If you already have a 9 speed 6500 setup, you could probably save 3-4 watts if you switch to a BB7700 and wash the grease out and replace with oil. You would only have to take it all apart to re-oil not more than once a week.
.


----------



## velodog (Sep 26, 2007)

MR_GRUMPY said:


> If you already have a 9 speed 6500 setup, you could probably save 3-4 watts if you switch to a BB7700 and wash the grease out and replace with oil. You would only have to take it all apart to re-oil not more than once a week.
> .


A BB with an oil port would save all the disassembly time.


----------



## ibericb (Oct 28, 2014)

velodog said:


> A BB with an oil port would save all the disassembly time.
> 
> View attachment 302768



I very vaguely recall having a bike 50+ years ago that had a flip-cap oil cup on the read hub. Never seen one of a BB. Funny, don't recall drain plug.




MR_GRUMPY said:


> If you already have a 9 speed 6500 setup, you could probably save 3-4 watts if you switch to a BB7700 and wash the grease out and replace with oil. You would only have to take it all apart to re-oil not more than once a week.
> .


On a BB, realistically, 1 watt, 2 max if you eliminate all friction, unless the existing bearings or race are crap. For an 85 kg rider, 9kg bike, flats, no wind, etc., the difference that 2 watts makes at an effort of 198 vs. 200 watts is ~ 0.6 sec's/km. At higher power levels it becomes less, heading to zero. Lennard Zinn was right.


----------



## Kerry Irons (Feb 25, 2002)

ibericb said:


> I very vaguely recall having a bike 50+ years ago that had a flip-cap oil cup on the read hub.


Might well have been a 3-speed internally geared hub, like a Sturmey-Archer.


----------



## ibericb (Oct 28, 2014)

MR_GRUMPY said:


> If you already have a 9 speed 6500 setup, you could probably save 3-4 watts if you switch to a BB7700 and wash the grease out and replace with oil. You would only have to take it all apart to re-oil not more than once a week.
> .





Kerry Irons said:


> Might well have been a 3-speed internally geared hub, like a Sturmey-Archer.


Might've been -- my recollection of that bike is pretty vague.


----------



## MR_GRUMPY (Aug 21, 2002)

"On a BB, realistically, 1 watt, 2 max if you eliminate all friction, unless the existing bearings or race are crap. For an 85 kg rider, 9kg bike, flats, no wind, etc., the difference that 2 watts makes at an effort of 198 vs. 200 watts is ~ 0.6 sec's/km."

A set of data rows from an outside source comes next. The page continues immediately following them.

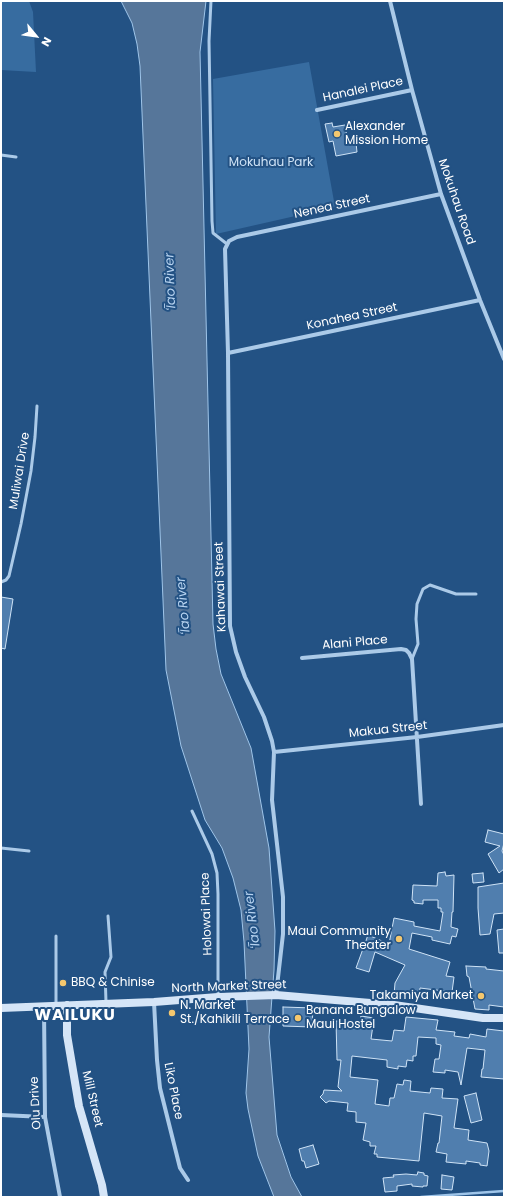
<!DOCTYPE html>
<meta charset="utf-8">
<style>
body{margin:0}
#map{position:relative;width:505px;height:1198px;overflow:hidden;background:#235284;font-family:Poppins,sans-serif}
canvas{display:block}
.frame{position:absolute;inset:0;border:2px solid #fff;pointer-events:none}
.north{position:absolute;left:16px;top:16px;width:40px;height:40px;-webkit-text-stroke:3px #235284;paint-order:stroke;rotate:119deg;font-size:11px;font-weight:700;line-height:16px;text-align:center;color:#fff}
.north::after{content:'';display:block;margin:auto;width:14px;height:18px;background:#fff;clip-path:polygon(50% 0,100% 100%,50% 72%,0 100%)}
</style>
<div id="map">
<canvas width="505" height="1198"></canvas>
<div class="frame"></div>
<div class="north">N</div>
</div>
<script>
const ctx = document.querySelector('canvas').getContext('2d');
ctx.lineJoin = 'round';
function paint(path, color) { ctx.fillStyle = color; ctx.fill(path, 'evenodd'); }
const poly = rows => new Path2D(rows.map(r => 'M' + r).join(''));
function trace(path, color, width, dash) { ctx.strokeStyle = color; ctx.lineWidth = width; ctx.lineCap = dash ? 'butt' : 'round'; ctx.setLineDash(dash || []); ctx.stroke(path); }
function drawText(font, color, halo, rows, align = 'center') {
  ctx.font = font + ' Poppins,sans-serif'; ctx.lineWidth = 4; ctx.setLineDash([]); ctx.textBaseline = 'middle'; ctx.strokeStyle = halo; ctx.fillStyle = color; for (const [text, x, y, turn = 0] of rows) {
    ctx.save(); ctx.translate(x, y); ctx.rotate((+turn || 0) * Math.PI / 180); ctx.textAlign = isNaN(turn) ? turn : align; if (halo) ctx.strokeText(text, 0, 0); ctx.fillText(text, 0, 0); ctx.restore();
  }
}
paint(poly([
 [1,1,29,1,33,12,36,72,1,70],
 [309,62,335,207,216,234,213,79]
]), '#376ca0');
const water = poly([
 [121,1,206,1,200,52,213,624,216,649,221,674,251,748,269,848,275,931,274,970,269,1037,277,1135,291,1177,302,1197,274,1197,258,1156,248,1109,246,1093,249,1049,244,942,241,910,233,878,222,848,205,820,181,746,166,670,140,66,137,44,132,23,121,1]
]);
paint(water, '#56769a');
trace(water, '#9fc5e9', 1);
trace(poly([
 [421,1197,504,1191]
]), '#9fc5e9', 2.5);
const building = poly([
 [332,123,333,127,345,125,348,144,356,143,357,152,336,156,333,141,329,142,325,124,332,123],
 [1,597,13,599,5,649,1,648,1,597],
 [488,830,504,834,504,843,502,851,504,855,504,869,499,873,488,854,500,846,485,842,488,830],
 [445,872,446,876,454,875,453,912,452,912,451,927,458,929,456,937,452,936,450,944,432,940,432,937,412,933,409,949,450,962,446,976,454,977,452,992,420,988,419,998,394,995,395,983,405,965,375,952,369,972,356,968,368,935,389,944,394,918,414,922,414,926,440,931,443,912,441,912,441,908,438,908,438,900,423,900,423,904,414,903,414,901,412,900,413,885,437,886,438,873,445,872],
 [483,873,484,882,473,883,472,874,483,873],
 [504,883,504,913,494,914,490,934,480,935,478,908,478,887,504,883],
 [504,929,504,953,499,953,497,930,504,929],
 [466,966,486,967,486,969,504,971,504,1007,489,1005,489,1010,475,1009,469,977,467,976,466,966],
 [283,1007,313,1008,312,1027,283,1026,283,1007],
 [361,1016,374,1018,371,1039,392,1041,394,1030,404,1031,406,1017,438,1020,436,1030,455,1032,454,1036,469,1038,470,1034,486,1037,487,1029,504,1031,504,1079,481,1077,482,1069,483,1069,485,1050,467,1048,461,1085,458,1072,445,1070,445,1073,433,1072,435,1059,439,1059,441,1045,436,1044,436,1038,418,1037,416,1056,413,1056,413,1061,407,1060,406,1067,398,1066,398,1069,387,1067,387,1060,352,1056,350,1077,378,1080,375,1104,389,1106,390,1098,394,1098,397,1084,403,1085,404,1080,411,1081,410,1091,430,1093,431,1088,443,1089,442,1098,458,1099,454,1128,469,1130,468,1140,487,1143,489,1151,487,1166,480,1165,480,1163,466,1161,466,1164,446,1162,447,1154,436,1152,438,1143,439,1143,442,1116,424,1113,419,1161,377,1157,377,1154,374,1154,376,1146,370,1146,370,1142,363,1140,366,1123,356,1122,356,1112,347,1111,348,1103,329,1101,326,1103,320,1097,323,1094,324,1090,342,1091,338,1087,341,1060,337,1060,336,1021,360,1023,361,1016],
 [476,1093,482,1120,471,1123,464,1096,476,1093],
 [313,1145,319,1164,306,1168,304,1161,302,1161,299,1149,313,1145],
 [418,1172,424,1173,424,1175,428,1176,427,1186,423,1186,423,1187,412,1186,412,1184,397,1186,397,1191,385,1192,383,1178,394,1177,393,1175,406,1174,417,1175,418,1172],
 [442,1175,454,1177,452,1190,441,1189,442,1175]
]);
paint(building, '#507eae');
trace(building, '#cfe3f6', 1);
trace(poly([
 [211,1,209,41,212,221,213,233,227,244],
 [1,155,16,157],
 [1,582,6,580,9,576,21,524,31,471,35,437,37,406],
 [412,659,418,644,416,619,417,604,423,589,430,585,456,594,476,594],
 [192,811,212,854,217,873,218,894,218,995],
 [1,848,29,851],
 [56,936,56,1005],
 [106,1002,105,972,111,957,108,916]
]), '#abcae8', 3);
trace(poly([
 [390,1,412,90,441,194,480,300,504,359],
 [317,110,412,90],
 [228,353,480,300],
 [302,658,401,649,406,650,409,653,412,659,421,804],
 [274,752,417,737,504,725],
 [276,995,283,934,283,897,272,800,274,752,272,741,264,717,245,677,236,652,230,626,228,353,225,249,229,241,237,237,441,194],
 [154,1002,157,1060,160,1088,180,1168,188,1180],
 [44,1007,45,1117,60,1197],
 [1,1115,45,1117]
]), '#abcae8', 4);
trace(poly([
 [67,1005,67,1035,79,1106,102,1185,104,1197],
 [1,1008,154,1002,218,997,276,995,394,1005,483,1018,504,1018]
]), '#d5e5f7', 8);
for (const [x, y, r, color] of [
 [337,134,4,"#f4c76e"],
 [399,939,4,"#f4c76e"],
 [63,983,4,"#f4c76e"],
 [481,996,4,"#f4c76e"],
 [172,1013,4,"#f4c76e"],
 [298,1018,4,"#f4c76e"]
]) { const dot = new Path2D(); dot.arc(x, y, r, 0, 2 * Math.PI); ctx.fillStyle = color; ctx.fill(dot); trace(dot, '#235284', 1.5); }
drawText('12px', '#fff', '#235284', [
 ["Hanalei Place",363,90,-12],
 ["Mokuhau Road",456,202,71],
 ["Nenea Street",332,207,-12],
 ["Konahea Street",352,317,-12],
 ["Muliwai Drive",20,471,-81],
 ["Kahawai Street",221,587,-92],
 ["Alani Place",355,643,-5],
 ["Makua Street",388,730,-6],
 ["Holowai Place",207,914,-92],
 ["North Market Street",229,987,-2],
 ["Liko Place",173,1091,79],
 ["Mill Street",92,1099,77],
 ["Olu Drive",36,1103,-93]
]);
drawText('12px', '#fff', '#235284', [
 ["Alexander",345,127],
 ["Mission Home",345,141],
 ["Maui Community",391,932,"right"],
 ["Theater",391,946,"right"],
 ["BBQ & Chinise",71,983],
 ["Takamiya Market",473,996,"right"],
 ["N. Market",180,1006],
 ["St./Kahikili Terrace",180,1020],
 ["Banana Bungalow",306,1011],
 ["Maui Hostel",306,1025]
], 'left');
drawText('12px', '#cfe3f6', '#235284', [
 ["Mokuhau Park",271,163]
]);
drawText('italic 13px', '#b7d3f0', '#235284', [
 ["ʻĪao River",171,282,-92],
 ["ʻĪao River",184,606,-95],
 ["ʻĪao River",253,920,-97]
]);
ctx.letterSpacing = '1px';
drawText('bold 16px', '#fff', '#235284', [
 ["WAILUKU",75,1016]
]);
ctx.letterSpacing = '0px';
</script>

For a 40K TT, that 0.6 sec/km would give you a 24 second advantage.
.


----------



## ibericb (Oct 28, 2014)

MR_GRUMPY said:


> "On a BB, realistically, 1 watt, 2 max if you eliminate all friction, unless the existing bearings or race are crap. For an 85 kg rider, 9kg bike, flats, no wind, etc., the difference that 2 watts makes at an effort of 198 vs. 200 watts is ~ 0.6 sec's/km."
> 
> For a 40K TT, that 0.6 sec/km would give you a 24 second advantage.
> .


Yep, if you could get 2 watts out. Nobody riding at that level is going to change that much from a reasonable BB. Further, at higher power output the difference shrinks as it is a smaller percentage. How about this -- difference of 1 watt, 300 vs 299, which would be huge, over 40 km, everything else the same. The difference over 40 km is 4.8 sec's. That's could well be a win, and worth worrying about if you're competing.


----------